Work order:
One range is to be output from the listing below, exactly as written: the line with "21px,1443px 21px,1431px 33px,1351px" to the line with "690px,535px 700px,527px 763px,511px", both kept.

Source records:
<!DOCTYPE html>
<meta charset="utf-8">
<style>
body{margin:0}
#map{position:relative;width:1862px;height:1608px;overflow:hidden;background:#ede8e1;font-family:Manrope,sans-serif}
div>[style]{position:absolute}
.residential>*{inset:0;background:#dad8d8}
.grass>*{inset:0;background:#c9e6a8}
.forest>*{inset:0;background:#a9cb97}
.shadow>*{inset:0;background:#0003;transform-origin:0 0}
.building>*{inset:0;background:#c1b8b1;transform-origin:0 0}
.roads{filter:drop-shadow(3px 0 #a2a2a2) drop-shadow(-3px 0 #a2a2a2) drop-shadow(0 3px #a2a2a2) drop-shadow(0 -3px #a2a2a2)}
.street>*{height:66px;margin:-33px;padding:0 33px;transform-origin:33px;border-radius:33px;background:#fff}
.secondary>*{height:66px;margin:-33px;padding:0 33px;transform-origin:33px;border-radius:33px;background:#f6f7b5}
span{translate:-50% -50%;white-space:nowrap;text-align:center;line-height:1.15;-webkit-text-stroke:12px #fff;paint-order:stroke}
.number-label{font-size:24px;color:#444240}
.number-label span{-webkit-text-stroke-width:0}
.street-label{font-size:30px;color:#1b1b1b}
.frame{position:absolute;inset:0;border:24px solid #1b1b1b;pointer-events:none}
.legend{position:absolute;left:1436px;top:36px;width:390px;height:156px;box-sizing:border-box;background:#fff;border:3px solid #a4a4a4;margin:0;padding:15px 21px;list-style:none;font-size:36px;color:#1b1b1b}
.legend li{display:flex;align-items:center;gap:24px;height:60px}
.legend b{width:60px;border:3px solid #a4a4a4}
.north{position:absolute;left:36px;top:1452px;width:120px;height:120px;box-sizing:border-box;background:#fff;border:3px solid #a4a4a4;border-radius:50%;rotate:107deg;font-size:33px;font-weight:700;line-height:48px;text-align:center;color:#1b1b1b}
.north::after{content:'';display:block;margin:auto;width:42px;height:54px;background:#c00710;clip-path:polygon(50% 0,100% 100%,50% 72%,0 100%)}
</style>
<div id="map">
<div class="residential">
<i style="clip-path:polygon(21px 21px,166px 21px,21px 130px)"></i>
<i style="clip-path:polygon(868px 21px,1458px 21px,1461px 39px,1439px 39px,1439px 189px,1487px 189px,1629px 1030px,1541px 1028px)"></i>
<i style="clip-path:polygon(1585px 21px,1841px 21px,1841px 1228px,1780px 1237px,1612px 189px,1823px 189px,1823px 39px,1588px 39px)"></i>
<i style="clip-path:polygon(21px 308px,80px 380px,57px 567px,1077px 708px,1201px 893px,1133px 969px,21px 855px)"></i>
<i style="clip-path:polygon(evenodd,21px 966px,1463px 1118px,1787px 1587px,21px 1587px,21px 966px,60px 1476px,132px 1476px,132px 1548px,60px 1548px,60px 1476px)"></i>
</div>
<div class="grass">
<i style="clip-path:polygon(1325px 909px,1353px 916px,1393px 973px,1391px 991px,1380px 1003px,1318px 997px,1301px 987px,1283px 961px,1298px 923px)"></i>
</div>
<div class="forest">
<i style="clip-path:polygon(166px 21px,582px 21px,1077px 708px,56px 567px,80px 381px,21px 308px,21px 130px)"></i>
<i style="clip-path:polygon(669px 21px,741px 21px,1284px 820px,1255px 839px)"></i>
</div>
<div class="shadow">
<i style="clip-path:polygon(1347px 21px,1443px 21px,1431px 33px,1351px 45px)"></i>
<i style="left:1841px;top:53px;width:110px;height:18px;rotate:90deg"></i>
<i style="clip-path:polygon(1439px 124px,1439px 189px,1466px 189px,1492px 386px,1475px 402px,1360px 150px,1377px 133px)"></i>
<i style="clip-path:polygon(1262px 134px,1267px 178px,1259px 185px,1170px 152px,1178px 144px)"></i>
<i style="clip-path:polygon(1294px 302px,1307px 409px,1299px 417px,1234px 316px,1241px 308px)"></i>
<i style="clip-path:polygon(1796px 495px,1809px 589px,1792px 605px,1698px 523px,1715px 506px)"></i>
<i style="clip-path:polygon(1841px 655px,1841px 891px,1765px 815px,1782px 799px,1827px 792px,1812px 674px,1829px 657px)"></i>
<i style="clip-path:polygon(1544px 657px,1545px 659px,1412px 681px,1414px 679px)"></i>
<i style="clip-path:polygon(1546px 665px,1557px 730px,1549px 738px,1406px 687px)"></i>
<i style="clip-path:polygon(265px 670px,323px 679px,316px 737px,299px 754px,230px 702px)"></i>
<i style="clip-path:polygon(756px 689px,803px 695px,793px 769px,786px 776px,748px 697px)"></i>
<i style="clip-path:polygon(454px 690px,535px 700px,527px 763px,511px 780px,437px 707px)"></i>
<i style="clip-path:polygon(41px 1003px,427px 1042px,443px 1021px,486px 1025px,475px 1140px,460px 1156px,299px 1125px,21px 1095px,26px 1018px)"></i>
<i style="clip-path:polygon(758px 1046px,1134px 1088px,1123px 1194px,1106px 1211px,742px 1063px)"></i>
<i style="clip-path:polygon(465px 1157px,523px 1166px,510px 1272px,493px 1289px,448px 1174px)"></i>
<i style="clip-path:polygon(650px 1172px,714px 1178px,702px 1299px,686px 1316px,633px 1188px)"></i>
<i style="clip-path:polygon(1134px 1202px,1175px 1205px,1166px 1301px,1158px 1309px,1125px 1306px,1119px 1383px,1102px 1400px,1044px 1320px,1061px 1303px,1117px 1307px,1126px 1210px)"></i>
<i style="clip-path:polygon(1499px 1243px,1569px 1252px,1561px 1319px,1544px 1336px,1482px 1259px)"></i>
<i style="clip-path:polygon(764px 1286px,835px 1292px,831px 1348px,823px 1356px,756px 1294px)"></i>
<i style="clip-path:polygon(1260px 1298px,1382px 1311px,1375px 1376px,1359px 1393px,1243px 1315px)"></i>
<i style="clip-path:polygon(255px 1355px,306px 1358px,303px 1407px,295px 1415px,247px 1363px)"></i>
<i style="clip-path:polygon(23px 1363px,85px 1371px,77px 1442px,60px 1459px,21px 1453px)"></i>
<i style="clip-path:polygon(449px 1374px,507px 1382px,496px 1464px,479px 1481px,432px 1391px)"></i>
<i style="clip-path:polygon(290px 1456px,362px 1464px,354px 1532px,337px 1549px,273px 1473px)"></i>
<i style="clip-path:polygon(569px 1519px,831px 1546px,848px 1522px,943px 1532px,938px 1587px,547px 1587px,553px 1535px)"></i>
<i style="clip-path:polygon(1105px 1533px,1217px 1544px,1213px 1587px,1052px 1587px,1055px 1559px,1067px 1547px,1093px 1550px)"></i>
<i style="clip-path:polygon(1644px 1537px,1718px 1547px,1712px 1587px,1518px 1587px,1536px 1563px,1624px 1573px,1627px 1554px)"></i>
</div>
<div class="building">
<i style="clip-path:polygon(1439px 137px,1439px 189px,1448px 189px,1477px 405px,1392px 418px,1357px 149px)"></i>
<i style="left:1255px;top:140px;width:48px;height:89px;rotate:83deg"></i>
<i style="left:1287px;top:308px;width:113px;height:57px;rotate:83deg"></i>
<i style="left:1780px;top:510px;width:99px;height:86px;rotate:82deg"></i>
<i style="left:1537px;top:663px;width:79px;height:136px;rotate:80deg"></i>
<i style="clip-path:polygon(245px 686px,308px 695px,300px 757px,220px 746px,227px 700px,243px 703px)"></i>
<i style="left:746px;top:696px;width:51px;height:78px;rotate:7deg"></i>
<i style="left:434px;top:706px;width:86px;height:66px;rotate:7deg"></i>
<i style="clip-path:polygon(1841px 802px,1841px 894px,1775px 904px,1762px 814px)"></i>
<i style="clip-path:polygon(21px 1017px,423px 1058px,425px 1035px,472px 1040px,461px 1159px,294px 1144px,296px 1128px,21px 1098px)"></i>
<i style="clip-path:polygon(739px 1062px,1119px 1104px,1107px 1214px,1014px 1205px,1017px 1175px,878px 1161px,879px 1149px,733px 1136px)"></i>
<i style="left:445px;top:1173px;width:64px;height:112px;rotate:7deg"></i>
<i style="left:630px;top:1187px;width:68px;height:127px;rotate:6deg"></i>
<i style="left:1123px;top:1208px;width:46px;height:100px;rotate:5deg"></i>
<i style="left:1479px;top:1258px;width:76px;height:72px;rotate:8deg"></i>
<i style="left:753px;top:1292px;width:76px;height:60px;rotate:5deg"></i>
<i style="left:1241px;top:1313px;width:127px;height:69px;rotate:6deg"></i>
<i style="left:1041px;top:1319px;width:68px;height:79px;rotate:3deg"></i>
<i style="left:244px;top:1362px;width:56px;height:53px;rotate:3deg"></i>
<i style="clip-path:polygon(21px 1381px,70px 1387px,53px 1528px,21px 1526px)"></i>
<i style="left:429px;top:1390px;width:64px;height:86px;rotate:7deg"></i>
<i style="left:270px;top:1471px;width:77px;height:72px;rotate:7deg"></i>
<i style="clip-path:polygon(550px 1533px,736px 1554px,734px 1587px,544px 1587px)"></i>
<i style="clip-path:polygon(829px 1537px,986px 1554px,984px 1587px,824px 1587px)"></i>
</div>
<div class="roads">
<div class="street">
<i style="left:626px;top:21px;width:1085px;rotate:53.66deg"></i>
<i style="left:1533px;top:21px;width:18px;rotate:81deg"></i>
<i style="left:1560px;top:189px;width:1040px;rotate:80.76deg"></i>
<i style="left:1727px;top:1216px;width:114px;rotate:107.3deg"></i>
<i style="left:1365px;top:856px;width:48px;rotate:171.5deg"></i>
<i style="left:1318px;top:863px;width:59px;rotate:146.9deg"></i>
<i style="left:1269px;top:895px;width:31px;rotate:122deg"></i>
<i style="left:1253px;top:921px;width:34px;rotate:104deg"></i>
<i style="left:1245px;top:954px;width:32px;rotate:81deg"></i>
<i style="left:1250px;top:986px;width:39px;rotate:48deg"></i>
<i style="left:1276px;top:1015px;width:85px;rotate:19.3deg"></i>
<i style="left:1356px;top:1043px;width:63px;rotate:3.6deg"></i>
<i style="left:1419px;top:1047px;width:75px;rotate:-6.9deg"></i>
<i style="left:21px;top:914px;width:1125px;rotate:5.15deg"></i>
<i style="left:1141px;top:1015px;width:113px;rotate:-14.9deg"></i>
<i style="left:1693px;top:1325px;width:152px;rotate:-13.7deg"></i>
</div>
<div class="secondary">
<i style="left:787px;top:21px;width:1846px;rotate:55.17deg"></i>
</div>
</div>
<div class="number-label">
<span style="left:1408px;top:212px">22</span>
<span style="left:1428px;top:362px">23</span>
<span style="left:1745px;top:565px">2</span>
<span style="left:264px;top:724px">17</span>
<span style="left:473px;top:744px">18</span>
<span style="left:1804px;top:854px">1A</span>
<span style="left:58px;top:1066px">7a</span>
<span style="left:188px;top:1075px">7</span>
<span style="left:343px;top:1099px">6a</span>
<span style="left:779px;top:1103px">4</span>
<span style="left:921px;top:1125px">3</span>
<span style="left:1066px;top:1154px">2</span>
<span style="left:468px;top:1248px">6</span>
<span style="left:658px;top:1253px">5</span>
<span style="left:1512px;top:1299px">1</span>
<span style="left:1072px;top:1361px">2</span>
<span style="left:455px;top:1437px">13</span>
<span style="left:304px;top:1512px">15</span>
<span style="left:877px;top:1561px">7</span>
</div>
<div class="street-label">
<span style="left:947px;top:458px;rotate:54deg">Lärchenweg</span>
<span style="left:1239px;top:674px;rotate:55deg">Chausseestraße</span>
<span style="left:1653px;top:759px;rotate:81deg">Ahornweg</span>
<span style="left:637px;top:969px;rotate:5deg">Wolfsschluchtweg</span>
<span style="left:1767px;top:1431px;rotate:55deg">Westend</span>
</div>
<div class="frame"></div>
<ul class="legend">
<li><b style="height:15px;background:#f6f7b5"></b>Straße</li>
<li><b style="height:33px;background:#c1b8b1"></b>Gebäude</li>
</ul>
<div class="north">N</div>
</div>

Answer:
<i style="clip-path:polygon(1347px 21px,1443px 21px,1431px 33px,1351px 45px)"></i>
<i style="left:1841px;top:53px;width:110px;height:18px;rotate:90deg"></i>
<i style="clip-path:polygon(1439px 124px,1439px 189px,1466px 189px,1492px 386px,1475px 402px,1360px 150px,1377px 133px)"></i>
<i style="clip-path:polygon(1262px 134px,1267px 178px,1259px 185px,1170px 152px,1178px 144px)"></i>
<i style="clip-path:polygon(1294px 302px,1307px 409px,1299px 417px,1234px 316px,1241px 308px)"></i>
<i style="clip-path:polygon(1796px 495px,1809px 589px,1792px 605px,1698px 523px,1715px 506px)"></i>
<i style="clip-path:polygon(1841px 655px,1841px 891px,1765px 815px,1782px 799px,1827px 792px,1812px 674px,1829px 657px)"></i>
<i style="clip-path:polygon(1544px 657px,1545px 659px,1412px 681px,1414px 679px)"></i>
<i style="clip-path:polygon(1546px 665px,1557px 730px,1549px 738px,1406px 687px)"></i>
<i style="clip-path:polygon(265px 670px,323px 679px,316px 737px,299px 754px,230px 702px)"></i>
<i style="clip-path:polygon(756px 689px,803px 695px,793px 769px,786px 776px,748px 697px)"></i>
<i style="clip-path:polygon(454px 690px,535px 700px,527px 763px,511px 780px,437px 707px)"></i>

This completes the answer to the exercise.